Hubbard Cozies up to Ronald Reagan With Sage Economic Advice

Recently, Chris Shelton located a previously unknown letter from Scientology founder L. Ron Hubbard to Ronald Reagan, who had been elected to President a few weeks earlier.  The letter offers Reagan laughably bad advice on how to fix the US economy, which at the time of the vote in late 1980, had been wracked with soaring inflation and even higher interest rates for over a decade.

According to Chris, the letter was circulated among Sea Org members in the late 1980s as part of efforts to keep key people in the organization motivated to keep up the war against the IRS.  So this letter was clearly intended for internal consumption, to burnish Hubbard’s reputation for brilliance, and to support the IRS campaign.

Dr. Jeff Wasel and John P. appeared as a guest on Chris Shelton’s podcast discussing the letter (also published today) and we’re presenting our analysis of the letter here.  We’re writing after the podcast was recorded so our commentary here contains analysis and discussion that doesn’t appear in the podcast.  

The Podcast

Here’s Chris Shelton’s podcast, featuring John P. and Dr. Jeff:

The Letter


Blow-by-Blow Deconstruction

I am writing you because I very much want to see you make it. Inflation was apparently the key issue which swept you in.

John P: For those who didn’t live through the 1970s, inflation was a major problem.  At the time Reagan took office, inflation was running around 13% per year and the “prime” interest rate was 21%.  Inflation grinds on people and on nations, as the uncertainty over whether people will have enough money to buy essentials hobbles spending and thus economic growth.  Hubbard was indeed correct that inflation was probably the most important reason for Reagan’s election, though some foreign policy issues including the Iran Hostage Crisis, where then-incumbent President Carter was seen as ineffectual. 

There IS a way to handle it and [unreadable].

John P: Hubbard is doing his usual: there’s a way to handle inflation that nobody has thought of, and he alone has the answer.  

When I studied economics at Princeton decades ago, they still knew basic economics. But the economic scene has been muddied by two foreign importations: Lord Keynes and Karl Marx. You can trace the economic tragedy of today to them. Their think was dedicated to plausible destruction.

John P: According to Chris Owen’s “Ron the War Hero” expose, Hubbard was sent to a Navy training class on the campus of Princeton University during the war.  Universities had a surplus of classrooms and dormitories, but Hubbard was never actually a student of the University.  Hubbard somewhat carefully chooses the words so he doesn’t actually claim to have been a student of the university; he was merely physically located there. Of course, most people would assume that he was a student.

 Hubbard is tapping into his own anti-Communist obsession by saying that Karl Marx, inventor of communism, has influence on economic policy in the US. That’s laughable on its face.  But he tries here to yoke John Maynard Keynes, a towering figure in the field as a communist hell-bent on destroying America.  That’s simply nonsense; Keynes was a capitalist through and through.  

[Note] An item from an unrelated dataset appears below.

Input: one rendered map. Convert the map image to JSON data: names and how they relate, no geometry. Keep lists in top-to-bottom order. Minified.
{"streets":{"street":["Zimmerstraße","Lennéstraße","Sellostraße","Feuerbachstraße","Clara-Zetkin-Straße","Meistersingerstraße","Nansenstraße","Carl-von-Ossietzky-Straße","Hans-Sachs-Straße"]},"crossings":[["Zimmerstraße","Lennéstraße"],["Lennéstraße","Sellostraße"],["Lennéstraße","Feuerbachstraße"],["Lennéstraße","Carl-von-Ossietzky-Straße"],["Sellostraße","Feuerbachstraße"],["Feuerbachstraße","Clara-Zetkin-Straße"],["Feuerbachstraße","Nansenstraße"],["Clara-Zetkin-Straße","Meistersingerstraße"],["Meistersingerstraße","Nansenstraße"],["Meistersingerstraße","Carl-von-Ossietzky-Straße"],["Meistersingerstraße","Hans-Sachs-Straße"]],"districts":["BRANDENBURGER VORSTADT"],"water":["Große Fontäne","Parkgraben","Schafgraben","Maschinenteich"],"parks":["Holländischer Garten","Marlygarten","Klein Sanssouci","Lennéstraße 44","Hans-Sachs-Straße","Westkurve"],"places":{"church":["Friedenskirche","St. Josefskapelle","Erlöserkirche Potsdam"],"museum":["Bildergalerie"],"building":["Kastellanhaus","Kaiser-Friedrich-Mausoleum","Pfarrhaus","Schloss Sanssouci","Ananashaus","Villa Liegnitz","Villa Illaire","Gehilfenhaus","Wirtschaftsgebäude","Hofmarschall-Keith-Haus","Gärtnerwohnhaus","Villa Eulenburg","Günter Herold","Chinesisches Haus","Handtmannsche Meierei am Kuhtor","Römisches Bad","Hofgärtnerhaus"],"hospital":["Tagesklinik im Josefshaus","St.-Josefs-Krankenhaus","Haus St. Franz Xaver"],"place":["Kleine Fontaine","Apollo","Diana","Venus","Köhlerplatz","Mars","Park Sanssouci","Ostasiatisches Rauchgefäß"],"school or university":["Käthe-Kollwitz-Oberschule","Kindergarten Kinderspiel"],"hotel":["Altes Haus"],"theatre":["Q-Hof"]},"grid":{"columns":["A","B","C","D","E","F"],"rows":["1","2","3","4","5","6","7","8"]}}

Keynes worked in the 1930s, in the aftermath of the Great Depression, and proposed what was then a radical idea: when the economy slowed, lower taxes, boost government spending and increase welfare benefits, even if you needed to rack up temporary budget deficits to do it.  In other words, the government has the unique ability to stimulate the economy to a great degree when it needs it most.  That ran counter to conventional economic policies, which were to cut spending even if that actually increased unemployment, failed businesses, etc.   Keynesian economics have become a bugaboo for political conservatives who think the government shouldn’t lift a finger to help the poor under any circumstances.  

If you were to forthrightly abolish income tax and substitute for it a ten percent Federal sales tax, percentage adjustable for commodities like stocks and bonds which have repeated sales, the Federal Government would have MORE money than it has now. The “rich” who buy things would bear a lot of the tax and this could be used as an argument for the plan. The XVI Amendment does not require Congress to tax incomes, it only authorizes it to do so, and can cancel its own laws. It could also make it attractive to states to abolish theirs.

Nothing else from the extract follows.